Information given below:

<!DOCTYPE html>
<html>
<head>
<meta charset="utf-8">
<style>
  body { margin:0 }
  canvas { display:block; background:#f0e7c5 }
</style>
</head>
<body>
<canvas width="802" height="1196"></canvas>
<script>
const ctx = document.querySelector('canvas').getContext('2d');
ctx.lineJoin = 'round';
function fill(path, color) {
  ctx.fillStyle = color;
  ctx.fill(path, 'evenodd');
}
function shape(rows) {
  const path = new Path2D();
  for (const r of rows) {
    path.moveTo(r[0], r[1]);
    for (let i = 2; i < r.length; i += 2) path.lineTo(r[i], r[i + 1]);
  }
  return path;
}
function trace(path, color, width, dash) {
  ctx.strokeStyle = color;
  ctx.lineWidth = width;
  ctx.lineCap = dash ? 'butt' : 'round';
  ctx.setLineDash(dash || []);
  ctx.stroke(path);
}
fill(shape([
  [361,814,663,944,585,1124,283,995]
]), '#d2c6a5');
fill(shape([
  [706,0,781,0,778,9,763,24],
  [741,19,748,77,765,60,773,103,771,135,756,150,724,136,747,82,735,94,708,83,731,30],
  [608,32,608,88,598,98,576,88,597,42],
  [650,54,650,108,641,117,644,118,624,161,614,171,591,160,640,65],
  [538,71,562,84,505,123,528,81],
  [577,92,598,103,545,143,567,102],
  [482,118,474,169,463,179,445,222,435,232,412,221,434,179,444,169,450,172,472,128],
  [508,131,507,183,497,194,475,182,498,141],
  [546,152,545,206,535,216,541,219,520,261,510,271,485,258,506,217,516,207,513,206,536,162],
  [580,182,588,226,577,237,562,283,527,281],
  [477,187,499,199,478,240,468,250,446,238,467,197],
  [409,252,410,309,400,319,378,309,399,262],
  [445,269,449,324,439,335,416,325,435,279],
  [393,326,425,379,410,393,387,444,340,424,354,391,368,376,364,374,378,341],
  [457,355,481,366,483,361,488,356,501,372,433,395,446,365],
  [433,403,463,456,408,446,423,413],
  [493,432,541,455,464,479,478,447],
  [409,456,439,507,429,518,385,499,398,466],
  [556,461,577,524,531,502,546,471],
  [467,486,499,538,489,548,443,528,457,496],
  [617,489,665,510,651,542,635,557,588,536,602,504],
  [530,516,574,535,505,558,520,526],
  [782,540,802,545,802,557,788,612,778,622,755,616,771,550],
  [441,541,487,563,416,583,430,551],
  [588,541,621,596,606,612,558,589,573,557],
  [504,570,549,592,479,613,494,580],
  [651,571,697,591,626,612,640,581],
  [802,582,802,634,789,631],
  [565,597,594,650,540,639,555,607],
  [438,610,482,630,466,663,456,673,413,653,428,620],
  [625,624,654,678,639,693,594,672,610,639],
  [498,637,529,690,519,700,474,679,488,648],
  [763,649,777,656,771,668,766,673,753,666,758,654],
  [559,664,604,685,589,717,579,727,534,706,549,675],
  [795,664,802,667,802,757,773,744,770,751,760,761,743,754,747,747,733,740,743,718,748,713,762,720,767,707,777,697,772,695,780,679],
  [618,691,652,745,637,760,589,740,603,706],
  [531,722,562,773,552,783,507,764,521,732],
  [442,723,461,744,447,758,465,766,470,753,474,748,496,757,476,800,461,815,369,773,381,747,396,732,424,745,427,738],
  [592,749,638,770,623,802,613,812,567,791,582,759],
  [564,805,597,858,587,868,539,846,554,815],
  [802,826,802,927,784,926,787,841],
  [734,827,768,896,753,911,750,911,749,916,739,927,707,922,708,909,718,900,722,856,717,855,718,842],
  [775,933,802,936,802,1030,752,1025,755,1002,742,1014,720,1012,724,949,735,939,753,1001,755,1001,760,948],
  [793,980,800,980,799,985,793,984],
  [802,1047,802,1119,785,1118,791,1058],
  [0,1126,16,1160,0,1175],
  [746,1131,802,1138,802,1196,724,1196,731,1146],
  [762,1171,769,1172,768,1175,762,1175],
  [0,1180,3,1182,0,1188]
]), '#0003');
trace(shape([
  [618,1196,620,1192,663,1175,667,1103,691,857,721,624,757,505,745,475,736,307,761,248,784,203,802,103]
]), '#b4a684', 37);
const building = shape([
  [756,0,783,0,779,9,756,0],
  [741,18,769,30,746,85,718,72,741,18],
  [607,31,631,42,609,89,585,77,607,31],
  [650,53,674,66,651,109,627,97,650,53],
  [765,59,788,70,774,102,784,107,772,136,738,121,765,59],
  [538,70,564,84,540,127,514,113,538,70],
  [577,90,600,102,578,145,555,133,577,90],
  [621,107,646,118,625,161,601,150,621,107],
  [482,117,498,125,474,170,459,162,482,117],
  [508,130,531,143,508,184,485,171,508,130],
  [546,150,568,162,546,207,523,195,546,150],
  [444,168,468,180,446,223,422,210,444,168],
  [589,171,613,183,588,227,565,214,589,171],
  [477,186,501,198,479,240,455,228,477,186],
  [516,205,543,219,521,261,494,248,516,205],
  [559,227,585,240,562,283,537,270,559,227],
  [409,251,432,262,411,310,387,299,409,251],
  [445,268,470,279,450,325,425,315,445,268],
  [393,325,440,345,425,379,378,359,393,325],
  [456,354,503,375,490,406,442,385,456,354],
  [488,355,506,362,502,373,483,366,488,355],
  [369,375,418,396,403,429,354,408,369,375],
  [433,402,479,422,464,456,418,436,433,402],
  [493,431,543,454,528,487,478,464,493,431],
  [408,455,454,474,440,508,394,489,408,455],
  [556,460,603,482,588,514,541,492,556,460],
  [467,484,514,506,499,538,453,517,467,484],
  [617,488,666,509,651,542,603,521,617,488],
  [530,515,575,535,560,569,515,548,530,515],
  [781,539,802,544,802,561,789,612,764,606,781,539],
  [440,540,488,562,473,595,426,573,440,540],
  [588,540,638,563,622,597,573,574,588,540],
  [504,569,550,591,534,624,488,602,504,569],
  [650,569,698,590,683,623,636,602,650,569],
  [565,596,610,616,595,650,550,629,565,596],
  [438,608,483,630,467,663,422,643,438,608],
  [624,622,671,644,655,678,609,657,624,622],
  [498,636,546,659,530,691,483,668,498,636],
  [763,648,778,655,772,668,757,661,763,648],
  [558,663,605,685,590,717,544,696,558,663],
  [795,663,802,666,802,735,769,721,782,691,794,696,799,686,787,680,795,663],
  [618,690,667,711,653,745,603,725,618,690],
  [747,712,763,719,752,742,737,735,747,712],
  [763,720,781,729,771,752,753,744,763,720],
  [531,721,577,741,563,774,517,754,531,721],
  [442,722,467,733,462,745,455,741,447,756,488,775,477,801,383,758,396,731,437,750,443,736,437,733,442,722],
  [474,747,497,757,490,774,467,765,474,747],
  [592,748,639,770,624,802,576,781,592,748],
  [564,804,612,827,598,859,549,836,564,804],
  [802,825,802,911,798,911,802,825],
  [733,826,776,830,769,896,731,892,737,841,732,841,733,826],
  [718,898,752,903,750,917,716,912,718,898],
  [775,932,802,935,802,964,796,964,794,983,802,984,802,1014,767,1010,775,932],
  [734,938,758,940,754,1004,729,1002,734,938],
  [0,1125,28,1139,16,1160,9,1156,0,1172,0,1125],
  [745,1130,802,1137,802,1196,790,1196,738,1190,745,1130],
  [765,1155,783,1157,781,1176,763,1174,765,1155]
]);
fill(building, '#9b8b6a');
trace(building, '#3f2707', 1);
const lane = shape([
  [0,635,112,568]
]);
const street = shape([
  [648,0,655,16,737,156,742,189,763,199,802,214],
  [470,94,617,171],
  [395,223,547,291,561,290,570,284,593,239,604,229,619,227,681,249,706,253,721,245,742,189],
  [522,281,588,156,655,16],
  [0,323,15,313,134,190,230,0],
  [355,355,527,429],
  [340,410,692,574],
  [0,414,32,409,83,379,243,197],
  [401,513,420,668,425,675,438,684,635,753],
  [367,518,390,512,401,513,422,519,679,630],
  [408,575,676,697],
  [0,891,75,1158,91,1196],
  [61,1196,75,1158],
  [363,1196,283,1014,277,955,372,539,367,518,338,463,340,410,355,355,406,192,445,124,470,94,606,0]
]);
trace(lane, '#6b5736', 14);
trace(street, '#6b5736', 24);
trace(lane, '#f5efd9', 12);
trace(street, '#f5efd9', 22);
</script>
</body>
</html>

End of Information given.

- [Your task]:
The lines to copy are those in the listing that contain the word "rows".

- [Task answer]:
function shape(rows) {
  for (const r of rows) {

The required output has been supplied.